WHAT IS NEEDED ::
Scan the records below. Report the number of lines containing the word "Hall", and nothing more.

INPUT MATERIAL ::
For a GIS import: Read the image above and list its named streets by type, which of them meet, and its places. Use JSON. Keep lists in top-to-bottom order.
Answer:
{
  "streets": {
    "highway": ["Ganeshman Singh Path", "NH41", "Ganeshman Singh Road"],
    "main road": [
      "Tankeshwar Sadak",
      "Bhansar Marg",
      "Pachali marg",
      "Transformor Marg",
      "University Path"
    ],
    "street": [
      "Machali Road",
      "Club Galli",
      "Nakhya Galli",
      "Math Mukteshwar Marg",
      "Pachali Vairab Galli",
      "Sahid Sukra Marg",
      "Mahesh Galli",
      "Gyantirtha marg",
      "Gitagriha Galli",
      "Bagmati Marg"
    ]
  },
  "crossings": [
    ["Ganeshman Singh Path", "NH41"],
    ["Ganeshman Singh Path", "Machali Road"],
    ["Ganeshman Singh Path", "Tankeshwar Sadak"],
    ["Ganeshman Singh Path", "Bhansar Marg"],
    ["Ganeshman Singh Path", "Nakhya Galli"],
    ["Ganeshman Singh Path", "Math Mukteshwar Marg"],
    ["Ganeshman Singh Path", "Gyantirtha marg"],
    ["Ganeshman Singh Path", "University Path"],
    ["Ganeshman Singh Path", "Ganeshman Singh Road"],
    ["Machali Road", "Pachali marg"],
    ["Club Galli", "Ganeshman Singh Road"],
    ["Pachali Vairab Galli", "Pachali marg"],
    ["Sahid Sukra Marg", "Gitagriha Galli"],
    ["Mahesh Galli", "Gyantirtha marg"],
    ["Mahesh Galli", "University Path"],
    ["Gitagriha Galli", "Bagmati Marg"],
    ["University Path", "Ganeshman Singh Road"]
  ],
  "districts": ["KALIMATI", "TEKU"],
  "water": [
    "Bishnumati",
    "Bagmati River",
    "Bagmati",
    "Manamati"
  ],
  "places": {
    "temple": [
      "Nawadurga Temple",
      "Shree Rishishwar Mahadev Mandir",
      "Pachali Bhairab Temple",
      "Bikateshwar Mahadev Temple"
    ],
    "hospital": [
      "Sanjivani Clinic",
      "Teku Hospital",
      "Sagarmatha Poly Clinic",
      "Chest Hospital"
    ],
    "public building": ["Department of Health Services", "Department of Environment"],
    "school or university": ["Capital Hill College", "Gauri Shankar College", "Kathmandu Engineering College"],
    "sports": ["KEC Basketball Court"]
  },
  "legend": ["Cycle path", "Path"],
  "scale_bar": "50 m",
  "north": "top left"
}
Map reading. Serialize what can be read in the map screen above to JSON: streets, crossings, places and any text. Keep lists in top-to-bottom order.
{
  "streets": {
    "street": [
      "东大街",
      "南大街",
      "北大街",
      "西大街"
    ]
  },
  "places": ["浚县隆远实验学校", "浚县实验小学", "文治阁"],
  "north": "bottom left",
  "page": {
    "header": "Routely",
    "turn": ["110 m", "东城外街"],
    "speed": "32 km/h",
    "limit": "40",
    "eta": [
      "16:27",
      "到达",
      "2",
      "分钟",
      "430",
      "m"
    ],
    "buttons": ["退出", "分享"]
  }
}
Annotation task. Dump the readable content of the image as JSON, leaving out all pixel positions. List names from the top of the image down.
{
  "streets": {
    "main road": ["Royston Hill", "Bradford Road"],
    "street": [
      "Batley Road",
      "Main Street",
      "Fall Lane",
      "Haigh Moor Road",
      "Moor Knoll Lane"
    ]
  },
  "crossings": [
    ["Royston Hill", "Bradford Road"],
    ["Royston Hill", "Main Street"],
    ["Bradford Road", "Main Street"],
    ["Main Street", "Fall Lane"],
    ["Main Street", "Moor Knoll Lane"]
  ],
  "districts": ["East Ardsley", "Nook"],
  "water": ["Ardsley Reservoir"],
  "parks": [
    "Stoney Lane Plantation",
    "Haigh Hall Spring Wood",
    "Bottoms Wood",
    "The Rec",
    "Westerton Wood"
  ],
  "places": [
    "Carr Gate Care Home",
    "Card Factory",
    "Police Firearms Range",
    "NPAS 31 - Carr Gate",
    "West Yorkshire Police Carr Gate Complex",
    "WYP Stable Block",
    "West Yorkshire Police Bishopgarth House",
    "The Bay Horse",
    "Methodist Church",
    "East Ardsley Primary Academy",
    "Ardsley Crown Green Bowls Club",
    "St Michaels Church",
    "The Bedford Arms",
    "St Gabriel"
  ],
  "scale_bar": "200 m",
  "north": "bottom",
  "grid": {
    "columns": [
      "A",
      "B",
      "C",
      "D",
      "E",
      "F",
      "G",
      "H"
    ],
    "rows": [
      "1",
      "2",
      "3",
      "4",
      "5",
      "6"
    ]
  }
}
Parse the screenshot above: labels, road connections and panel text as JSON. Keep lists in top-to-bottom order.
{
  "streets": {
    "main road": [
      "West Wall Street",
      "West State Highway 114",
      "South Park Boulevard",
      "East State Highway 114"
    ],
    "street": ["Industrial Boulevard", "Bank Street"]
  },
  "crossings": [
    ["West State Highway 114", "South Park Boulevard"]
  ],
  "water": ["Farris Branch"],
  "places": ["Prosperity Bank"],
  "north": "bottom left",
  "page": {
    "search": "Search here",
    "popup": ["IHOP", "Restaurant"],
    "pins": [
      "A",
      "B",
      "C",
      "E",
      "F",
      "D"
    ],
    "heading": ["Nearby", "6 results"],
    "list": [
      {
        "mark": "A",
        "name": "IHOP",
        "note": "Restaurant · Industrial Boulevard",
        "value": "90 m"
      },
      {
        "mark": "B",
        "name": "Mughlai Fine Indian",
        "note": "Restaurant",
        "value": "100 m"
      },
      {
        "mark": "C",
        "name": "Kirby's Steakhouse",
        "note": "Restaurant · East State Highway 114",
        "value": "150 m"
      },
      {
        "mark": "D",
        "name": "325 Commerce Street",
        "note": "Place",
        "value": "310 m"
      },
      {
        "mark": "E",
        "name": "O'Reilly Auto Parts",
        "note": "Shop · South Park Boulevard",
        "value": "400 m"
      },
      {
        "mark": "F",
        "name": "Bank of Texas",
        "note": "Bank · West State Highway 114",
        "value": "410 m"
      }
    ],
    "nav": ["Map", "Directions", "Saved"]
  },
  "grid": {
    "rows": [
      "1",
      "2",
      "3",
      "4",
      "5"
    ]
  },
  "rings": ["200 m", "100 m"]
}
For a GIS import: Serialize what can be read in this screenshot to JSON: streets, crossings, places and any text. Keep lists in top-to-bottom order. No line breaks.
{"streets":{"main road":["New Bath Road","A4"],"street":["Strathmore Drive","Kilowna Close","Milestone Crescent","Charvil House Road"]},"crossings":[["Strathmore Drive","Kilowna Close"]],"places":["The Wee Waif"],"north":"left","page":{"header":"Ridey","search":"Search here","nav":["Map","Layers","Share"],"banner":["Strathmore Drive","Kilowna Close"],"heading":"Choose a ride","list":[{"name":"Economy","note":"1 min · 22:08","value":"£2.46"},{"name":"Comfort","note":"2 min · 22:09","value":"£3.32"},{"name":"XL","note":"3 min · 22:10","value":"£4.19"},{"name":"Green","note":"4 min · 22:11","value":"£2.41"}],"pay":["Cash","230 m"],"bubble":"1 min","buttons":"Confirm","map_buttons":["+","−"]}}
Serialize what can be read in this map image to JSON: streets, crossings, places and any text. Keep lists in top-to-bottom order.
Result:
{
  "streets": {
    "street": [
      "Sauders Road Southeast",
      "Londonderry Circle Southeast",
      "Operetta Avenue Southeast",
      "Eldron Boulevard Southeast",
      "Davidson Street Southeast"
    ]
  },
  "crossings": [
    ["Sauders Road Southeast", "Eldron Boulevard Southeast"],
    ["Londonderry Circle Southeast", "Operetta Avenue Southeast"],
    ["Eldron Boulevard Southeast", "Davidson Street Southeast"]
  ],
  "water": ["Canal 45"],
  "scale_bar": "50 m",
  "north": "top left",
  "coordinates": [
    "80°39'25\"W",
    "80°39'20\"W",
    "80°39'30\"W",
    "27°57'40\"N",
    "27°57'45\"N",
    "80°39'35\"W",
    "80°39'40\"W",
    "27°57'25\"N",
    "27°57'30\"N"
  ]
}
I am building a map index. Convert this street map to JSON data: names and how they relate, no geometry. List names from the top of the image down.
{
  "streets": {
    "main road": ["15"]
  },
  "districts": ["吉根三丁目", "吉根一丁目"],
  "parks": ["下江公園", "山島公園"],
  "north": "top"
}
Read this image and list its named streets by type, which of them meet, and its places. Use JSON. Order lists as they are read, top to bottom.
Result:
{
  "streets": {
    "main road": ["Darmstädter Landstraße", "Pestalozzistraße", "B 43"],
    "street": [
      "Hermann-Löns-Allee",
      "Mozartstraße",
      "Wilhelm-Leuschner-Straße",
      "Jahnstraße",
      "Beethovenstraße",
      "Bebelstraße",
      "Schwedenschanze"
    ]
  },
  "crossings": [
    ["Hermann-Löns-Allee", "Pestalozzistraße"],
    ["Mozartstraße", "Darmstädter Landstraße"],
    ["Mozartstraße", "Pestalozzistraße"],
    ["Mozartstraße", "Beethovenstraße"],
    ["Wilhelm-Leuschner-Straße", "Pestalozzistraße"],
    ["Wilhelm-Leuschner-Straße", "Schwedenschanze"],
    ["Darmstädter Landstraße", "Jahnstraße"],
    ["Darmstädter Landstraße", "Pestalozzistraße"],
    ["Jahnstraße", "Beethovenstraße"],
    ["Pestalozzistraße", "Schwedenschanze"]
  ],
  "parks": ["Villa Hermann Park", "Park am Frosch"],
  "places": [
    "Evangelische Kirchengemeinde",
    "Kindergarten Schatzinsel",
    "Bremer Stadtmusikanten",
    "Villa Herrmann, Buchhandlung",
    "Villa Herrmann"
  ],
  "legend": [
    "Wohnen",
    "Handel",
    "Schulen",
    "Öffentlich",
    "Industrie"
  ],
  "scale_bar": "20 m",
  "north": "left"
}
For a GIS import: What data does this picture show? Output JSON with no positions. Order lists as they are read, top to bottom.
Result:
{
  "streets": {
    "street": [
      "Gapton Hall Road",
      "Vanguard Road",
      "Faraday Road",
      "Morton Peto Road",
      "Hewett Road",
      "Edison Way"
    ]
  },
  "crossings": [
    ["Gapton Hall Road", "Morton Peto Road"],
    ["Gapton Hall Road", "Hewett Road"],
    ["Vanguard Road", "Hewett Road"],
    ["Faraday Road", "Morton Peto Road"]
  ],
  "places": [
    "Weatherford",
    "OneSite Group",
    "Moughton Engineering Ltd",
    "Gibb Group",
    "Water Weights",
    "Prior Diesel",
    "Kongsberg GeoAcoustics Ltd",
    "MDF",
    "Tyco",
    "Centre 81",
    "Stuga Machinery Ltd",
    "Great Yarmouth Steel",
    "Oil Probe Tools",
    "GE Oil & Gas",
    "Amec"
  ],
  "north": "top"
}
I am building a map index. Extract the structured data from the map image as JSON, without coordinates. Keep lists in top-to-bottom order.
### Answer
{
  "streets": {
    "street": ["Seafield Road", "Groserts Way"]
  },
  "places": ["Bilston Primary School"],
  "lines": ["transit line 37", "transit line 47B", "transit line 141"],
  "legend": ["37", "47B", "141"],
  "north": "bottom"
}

OUTPUT FOR THIS EXERCISE ::
4